This structure holds recognized configuration parameters. All values are type-safe, and where applicable clamped to be within range.

Fields (Non-exhaustive)

Non-exhaustive structs could have additional fields added in future. Therefore, non-exhaustive structs cannot be constructed in external crates using the traditional Struct { .. } syntax; cannot be matched against without a wildcard ..; and struct update syntax will not work.

bw_weight_scale: BoundedInt32<1, { i32::MAX }>

A weighting factor for bandwidth calculations

cbt_learning_disabled: BoundedInt32<0, 1>

If true, do not attempt to learn circuit-build timeouts at all.

cbt_num_xm_modes: BoundedInt32<1, 20>

Number of histograms bins to consider when estimating Xm for a Pareto-based circuit timeout estimator.

cbt_success_count: BoundedInt32<3, 1_000>

How many recent circuit success/timeout statuses do we remember when trying to tell if our circuit timeouts are too low?

cbt_max_timeouts: BoundedInt32<3, 10_000>

How many timeouts (in the last cbt_success_count observations) indicates that our circuit timeouts are too low?

cbt_min_circs_for_estimate: BoundedInt32<1, 10_000>

Smallest number of circuit build times we have to view in order to use our Pareto-based circuit timeout estimator.

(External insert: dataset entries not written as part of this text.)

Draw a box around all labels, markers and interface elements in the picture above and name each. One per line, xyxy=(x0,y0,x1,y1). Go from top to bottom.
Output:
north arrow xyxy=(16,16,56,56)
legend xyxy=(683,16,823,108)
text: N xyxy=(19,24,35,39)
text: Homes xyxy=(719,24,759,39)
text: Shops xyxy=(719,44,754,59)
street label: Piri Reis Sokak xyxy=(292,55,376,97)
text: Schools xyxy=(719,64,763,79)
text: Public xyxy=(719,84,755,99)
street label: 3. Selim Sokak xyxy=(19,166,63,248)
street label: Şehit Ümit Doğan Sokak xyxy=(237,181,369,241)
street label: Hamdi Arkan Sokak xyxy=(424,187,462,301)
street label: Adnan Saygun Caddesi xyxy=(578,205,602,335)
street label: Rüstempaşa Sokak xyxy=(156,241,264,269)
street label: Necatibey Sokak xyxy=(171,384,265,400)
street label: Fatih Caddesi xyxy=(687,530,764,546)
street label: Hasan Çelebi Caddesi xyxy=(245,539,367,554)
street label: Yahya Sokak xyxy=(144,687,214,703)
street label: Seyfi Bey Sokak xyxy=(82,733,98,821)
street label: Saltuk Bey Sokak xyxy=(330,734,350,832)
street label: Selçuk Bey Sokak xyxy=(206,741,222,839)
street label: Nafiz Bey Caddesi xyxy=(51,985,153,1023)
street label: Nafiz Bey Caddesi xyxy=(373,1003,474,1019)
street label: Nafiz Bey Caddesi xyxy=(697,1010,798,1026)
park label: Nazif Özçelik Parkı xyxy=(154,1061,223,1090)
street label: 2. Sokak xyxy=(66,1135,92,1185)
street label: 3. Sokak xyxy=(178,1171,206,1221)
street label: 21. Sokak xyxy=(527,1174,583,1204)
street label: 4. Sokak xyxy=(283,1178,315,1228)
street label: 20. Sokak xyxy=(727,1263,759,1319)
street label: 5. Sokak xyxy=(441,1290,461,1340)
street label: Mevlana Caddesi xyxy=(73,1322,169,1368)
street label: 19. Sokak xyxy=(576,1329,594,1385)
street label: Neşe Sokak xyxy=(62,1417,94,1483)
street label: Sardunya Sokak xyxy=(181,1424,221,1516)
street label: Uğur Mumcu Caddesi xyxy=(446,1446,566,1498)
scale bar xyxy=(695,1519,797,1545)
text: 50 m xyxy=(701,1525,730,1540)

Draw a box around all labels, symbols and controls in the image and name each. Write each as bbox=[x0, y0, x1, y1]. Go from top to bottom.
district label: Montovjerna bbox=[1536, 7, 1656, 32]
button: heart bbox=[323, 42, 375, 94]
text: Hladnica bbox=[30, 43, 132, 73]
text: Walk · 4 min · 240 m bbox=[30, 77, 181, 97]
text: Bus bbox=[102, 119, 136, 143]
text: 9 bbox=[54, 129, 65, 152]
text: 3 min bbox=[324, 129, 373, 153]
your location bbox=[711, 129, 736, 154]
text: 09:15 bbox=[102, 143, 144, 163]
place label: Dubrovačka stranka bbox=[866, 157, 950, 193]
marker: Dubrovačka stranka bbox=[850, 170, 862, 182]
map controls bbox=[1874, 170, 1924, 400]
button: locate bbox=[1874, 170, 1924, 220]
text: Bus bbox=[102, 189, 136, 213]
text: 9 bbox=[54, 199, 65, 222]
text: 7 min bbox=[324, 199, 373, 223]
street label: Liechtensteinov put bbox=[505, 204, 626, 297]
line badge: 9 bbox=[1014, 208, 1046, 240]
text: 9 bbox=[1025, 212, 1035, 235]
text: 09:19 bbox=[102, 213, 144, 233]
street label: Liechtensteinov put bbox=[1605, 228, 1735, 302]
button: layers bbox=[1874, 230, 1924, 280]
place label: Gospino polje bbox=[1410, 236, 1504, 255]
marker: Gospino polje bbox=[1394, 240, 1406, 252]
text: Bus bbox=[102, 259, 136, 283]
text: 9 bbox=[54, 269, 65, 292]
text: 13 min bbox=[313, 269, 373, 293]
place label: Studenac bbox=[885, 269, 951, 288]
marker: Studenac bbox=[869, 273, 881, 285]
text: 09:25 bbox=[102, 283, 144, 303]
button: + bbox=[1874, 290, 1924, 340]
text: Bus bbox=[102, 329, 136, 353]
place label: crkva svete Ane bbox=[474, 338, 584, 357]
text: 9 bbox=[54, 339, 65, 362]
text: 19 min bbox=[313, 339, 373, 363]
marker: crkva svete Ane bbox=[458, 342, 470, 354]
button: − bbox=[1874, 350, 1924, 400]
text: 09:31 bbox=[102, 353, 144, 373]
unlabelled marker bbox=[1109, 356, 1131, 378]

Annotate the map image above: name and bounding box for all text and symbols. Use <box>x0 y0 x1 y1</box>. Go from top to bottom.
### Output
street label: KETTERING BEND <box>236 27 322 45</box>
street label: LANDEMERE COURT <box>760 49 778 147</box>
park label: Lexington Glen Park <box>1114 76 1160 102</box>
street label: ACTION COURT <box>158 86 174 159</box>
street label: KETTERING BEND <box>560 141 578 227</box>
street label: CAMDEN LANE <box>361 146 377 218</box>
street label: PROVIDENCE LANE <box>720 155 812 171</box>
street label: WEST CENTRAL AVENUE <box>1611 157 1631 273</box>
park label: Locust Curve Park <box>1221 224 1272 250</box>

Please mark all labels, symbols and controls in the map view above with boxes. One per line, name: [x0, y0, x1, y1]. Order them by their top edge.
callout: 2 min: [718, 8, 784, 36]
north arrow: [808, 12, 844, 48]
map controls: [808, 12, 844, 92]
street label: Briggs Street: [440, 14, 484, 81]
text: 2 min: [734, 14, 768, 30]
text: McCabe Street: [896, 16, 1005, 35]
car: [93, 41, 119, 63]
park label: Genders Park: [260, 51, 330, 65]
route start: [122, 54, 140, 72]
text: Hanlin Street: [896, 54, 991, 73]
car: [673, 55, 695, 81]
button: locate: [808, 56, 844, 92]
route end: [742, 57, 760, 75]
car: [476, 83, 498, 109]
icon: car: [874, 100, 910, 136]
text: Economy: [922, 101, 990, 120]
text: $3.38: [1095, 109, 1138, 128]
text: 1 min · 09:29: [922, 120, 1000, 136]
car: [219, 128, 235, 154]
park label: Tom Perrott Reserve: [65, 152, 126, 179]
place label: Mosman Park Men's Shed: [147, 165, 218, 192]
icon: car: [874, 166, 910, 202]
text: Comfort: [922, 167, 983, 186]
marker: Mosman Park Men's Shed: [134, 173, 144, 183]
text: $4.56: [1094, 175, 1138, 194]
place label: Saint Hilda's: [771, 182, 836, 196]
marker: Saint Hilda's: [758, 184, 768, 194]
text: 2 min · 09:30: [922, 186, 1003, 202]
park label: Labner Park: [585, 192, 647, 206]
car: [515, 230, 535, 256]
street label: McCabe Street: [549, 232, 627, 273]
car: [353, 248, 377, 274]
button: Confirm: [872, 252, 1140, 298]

cbt_timeout_quantile: Percentage<BoundedInt32<10, 99>>

Quantile to use when determining the correct circuit timeout value with our Pareto estimator.

(We continue building circuits after this timeout, but only for build-time measurement purposes.)

cbt_abandon_quantile: Percentage<BoundedInt32<10, 99>>

Quantile to use when determining when to abandon circuits completely with our Pareto estimator.

cbt_min_timeout: IntegerMilliseconds<BoundedInt32<10, { i32::MAX }>>

Lowest permissible timeout value for Pareto timeout estimator.

cbt_initial_timeout: IntegerMilliseconds<BoundedInt32<10, { i32::MAX }>>

Timeout value to use for our Pareto timeout estimator when we have no initial estimate.

cbt_testing_delay: IntegerSeconds<BoundedInt32<1, { i32::MAX }>>

When we don’t have a good build-time estimate yet, how long (in seconds) do we wait between trying to launch build-time testing circuits through the network?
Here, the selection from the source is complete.